As can be seen, the expansion factor varies from 1.2 to 93.6. The queue with the largest expansion factor had poor turnaround primarily because the execution time was very short compared to the wait time. In this situation, the absolute value of the wait time is more meaningful.

In general, the following conclusions can be made :

The wait time increases with increasing number of nodes requested.
The wait time is larger for jobs requesting 32-MB memory nodes than for jobs requesting 16-MB nodes.
The wait time increases for jobs requesting larger amounts of time. Large long-running jobs block other large long-running jobs from executing, limiting the overall throughput of the queue.

Overall, the throughput of all job classes was reasonably good. For jobs requesting 64 nodes or less, the average wait time for most of the job classes was significantly less than 10 hours.

5.0 Summary and Conclusions

This paper describes the design and performance of a batch scheduler for the Intel Paragon system that addresses the various issues associated with a multi-user production environment. Issues addressed include scheduling for heterogeneous nodes, scheduling for long jobs, scheduling for large jobs, prime/non-prime time modes and node allocation schemes. A Modified 2-D Buddy system (M2DB) for non-contiguous node allocation wan implemented and its performance studied in this paper.

The use of non-contiguous allocation scheme resulted in reasonably good node utilization in the Batch partition. The utilization for the six months studied was 78.2 %. This is quite similar to the 77 % utilization achieved with the Multiple Buddy Strategy (MBS) described in Ref. [3] which is also a non-contiguous allocation strategy.

Overall, the scheduler performed as expected. The throughput of all job classes was reasonably good. The average wait time for short-running jobs was reasonably short. Large jobs had to wait longer to be scheduled with the average wait time generally less than 24 hours.

The 78.2 % utilization achieved is probably near optimum after taking into consideration the effects of scheduling policies (e.g., reserving nodes for short-running jobs and blocking for large jobs) and fragmentation. The system utilization is expected to improve if time sharing (more than one job can be scheduled to run in a node at a time) becomes practical on the Paragon system. The current scheduling scheme assumes only space sharing. i.e., a node can be used by only one job at a time.

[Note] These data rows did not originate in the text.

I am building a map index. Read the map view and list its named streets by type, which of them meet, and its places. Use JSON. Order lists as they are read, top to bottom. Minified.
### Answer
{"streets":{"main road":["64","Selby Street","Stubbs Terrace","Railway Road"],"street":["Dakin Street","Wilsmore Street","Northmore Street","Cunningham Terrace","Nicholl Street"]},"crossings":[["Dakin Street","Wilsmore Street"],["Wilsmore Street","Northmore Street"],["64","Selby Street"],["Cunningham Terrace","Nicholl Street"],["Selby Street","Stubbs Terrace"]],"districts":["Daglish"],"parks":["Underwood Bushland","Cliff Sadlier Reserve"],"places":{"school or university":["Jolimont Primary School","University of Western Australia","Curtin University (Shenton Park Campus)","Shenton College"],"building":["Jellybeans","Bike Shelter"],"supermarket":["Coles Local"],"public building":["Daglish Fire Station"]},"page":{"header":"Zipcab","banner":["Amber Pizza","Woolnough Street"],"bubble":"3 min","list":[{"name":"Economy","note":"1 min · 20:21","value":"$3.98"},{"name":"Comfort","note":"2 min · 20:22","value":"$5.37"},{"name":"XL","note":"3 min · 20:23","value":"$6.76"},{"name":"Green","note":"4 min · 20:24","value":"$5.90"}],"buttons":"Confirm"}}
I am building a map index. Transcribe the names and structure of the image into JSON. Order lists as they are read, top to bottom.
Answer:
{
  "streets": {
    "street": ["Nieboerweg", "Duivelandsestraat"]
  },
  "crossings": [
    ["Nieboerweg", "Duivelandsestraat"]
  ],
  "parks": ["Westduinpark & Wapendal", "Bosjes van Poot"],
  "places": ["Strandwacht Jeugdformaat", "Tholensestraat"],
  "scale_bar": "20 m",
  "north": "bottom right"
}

With time sharing, blocking for large jobs is no longer necessary. Large jobs can be scheduled immediately to time share with other jobs if not enough free nodes are available. The need to reserve nodes for short running jobs also diminishes because these jobs can also be scheduled to run immediately to time share with other jobs. The effect of fragmentation may diminish if the scheduler over-subscribes the nodes through time sharing.

Our current batch scheduler is capable of scheduling jobs on a time share basis through tiling of jobs and gang-scheduling of overlapping jobs. However, time sharing of jobs places a heavy burden on the paging system and is not practical at this time due to performance and space limitations.

6.0 Acknowledgments

This project was funded by the SSD (Supercomputer Systems Division) of Intel Corporation. We would like to thank Joe Carter, Jerry Kearns, Roy Larson, and Don Ochoa of Intel Corporation for their support and guidance.

References

[1] B. Kingsbury, H. Walter, M. Bridge and T. Carver. "NQS, Network Queuing System, Version 2.0", Cosmic Program # ARC-13179.

[2] L. M. Ni and P. K. McKinley. "A survey of wormhole routing techniques in direct networks". IEEE Trans. Computers, 1993.

[3] V. Lo, K. Windisch, W. Liu and B. Nitzberg. "Non-contiguous Processor Allocation Algorithm for Mesh-connected Multicomputers", paper to be published.

[4] K. Li and K. Cheng. "A two-dimensional buddy system for dynamic resource allocation in a partitionable mesh connected system". Journal of Parallel and Distributed Computing, 12:79-83, 1991.